第29問
デジタル・マーケティングに関する記述として、最も適切なものはどれか。
- ア SNS マーケティングにおいては、まずフォロワー数を増やすこと自体を最優先の KPI に据えるべきである。フォロワー数が一定の規模に達するまでは、自社 Web サイトへの誘導経路の設計やコンバージョン率の分析といった運用は後回しにすることが、SNS マーケティングの効率化の観点から望ましい。
- イ Web サイトのアクセス解析において、一般的に普及している解析ツールから得られる数値データは、月間セッション数が数百万件に達しない限り統計的な信頼性に欠ける。したがって、アクセス数の少ない中小企業のサイト運営においては、データに基づいた PDCA を回すよりも、経営者の経験則と直感を優先してサイト構成を決定する方が望ましい。

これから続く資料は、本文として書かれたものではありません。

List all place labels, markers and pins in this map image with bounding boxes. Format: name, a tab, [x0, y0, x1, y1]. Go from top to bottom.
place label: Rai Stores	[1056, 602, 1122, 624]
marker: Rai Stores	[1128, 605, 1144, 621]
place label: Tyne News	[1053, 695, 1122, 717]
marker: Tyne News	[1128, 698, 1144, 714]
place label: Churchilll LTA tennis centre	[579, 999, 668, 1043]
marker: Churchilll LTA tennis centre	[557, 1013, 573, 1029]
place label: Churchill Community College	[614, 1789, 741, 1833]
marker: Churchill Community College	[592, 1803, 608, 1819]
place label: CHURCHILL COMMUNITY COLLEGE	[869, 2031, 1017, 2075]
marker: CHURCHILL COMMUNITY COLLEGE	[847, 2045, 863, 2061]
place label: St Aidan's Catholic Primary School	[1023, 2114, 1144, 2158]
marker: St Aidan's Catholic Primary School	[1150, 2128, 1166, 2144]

- ウ 個人情報保護法をはじめとするデータプライバシーに関する法的規制は、主に大規模なプラットフォーマーや大企業を対象としたものである。そのため、顧客データを多く持たない中小企業が自社サイトでクッキーを利用してアクセス解析を行う際には、プライバシーポリシーの掲示やユーザーへの通知は免除されている。

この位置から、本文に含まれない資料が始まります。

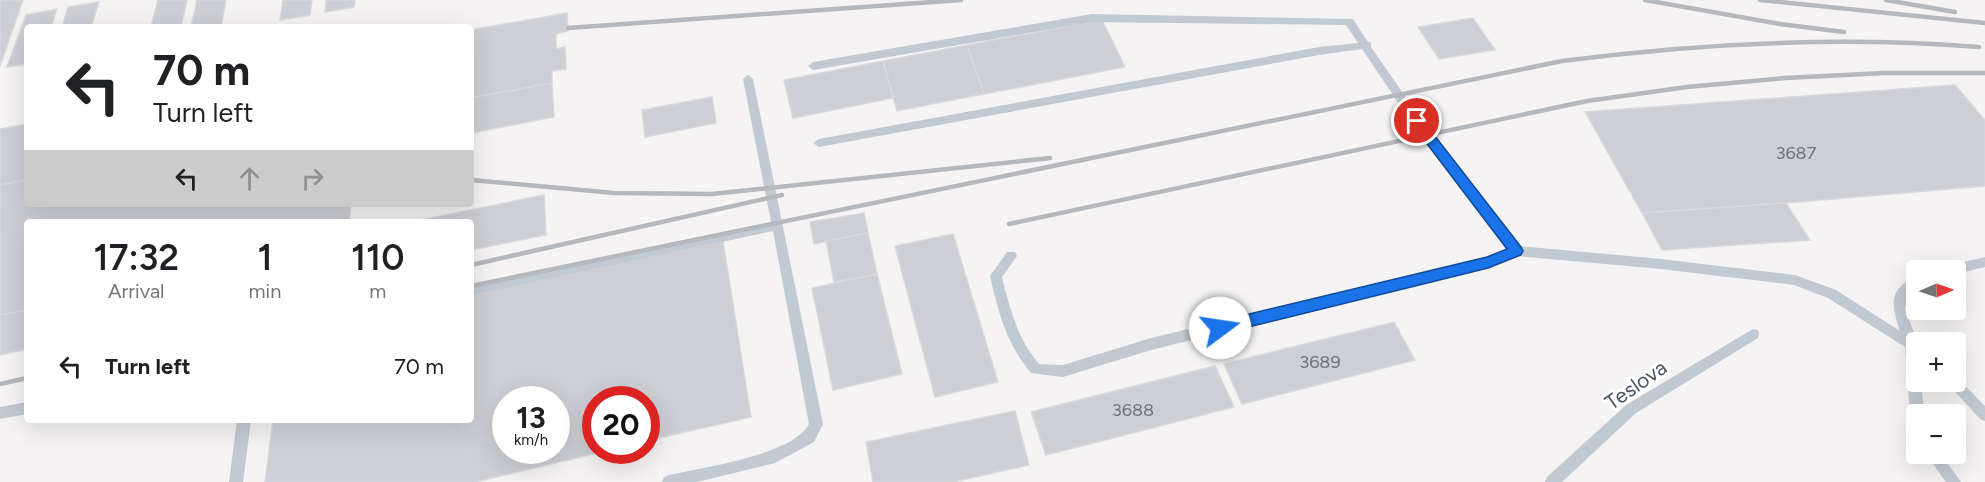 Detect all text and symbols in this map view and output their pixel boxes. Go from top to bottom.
text: 70 m [153,45,250,96]
icon: left [54,48,132,126]
pin [1391,95,1442,146]
text: Turn left [153,96,253,129]
icon: arrive [1400,104,1433,137]
house number: 3687 [1776,142,1817,164]
icon: left [170,162,203,195]
icon: ahead [233,162,266,195]
icon: right [296,162,329,195]
text: 17:32 [94,236,179,279]
text: 1 [257,236,273,279]
text: 110 [351,236,404,279]
north arrow [1906,260,1966,320]
map controls [1906,260,1966,464]
text: Arrival [108,279,165,303]
text: min [249,279,281,303]
text: m [369,279,386,303]
position arrow [1188,296,1252,360]
button: + [1906,332,1966,392]
icon: left [54,350,87,383]
house number: 3689 [1299,351,1341,373]
text: Turn left [105,353,191,380]
text: 70 m [394,353,444,380]
street label: Teslova [1600,354,1671,415]
speed limit sign: 20 [582,386,660,464]
text: 13 [516,399,546,436]
house number: 3688 [1112,399,1154,421]
button: − [1906,404,1966,464]
text: km/h [514,431,548,449] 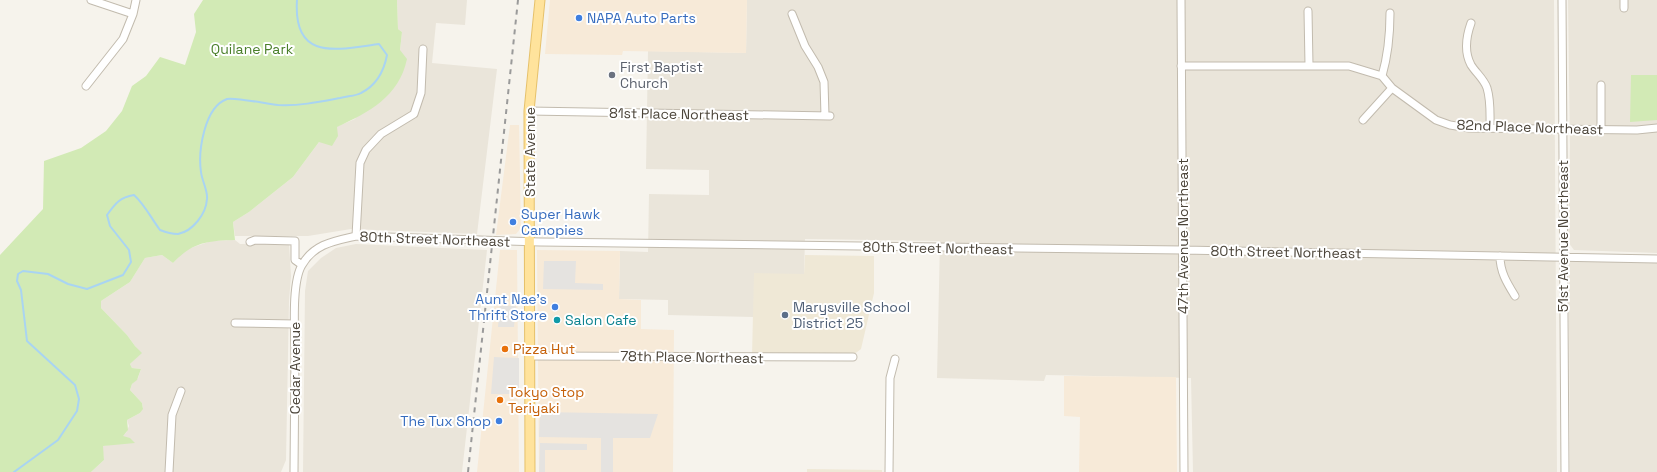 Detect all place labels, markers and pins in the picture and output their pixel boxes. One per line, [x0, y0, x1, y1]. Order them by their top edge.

- エ 中小企業のデジタル活用において、実店舗への来店を促す際には、検索エンジンが提供する地図情報上の店舗情報を充実させることが有効である場合が多い。これは、特定の地域でサービスを探している購買意欲の高い層に対し、低コストで直接的なアプローチが可能なため、優先順位の高い施策となり得る。
- オ マーケティング・オートメーションは、膨大な顧客リストと高度なプログラミング知識、および多額の導入費用を必要とするシステムであるため、大企業に特化したツールであり、経営資源の限られた中小企業が導入することは費用対効果の面で困難である。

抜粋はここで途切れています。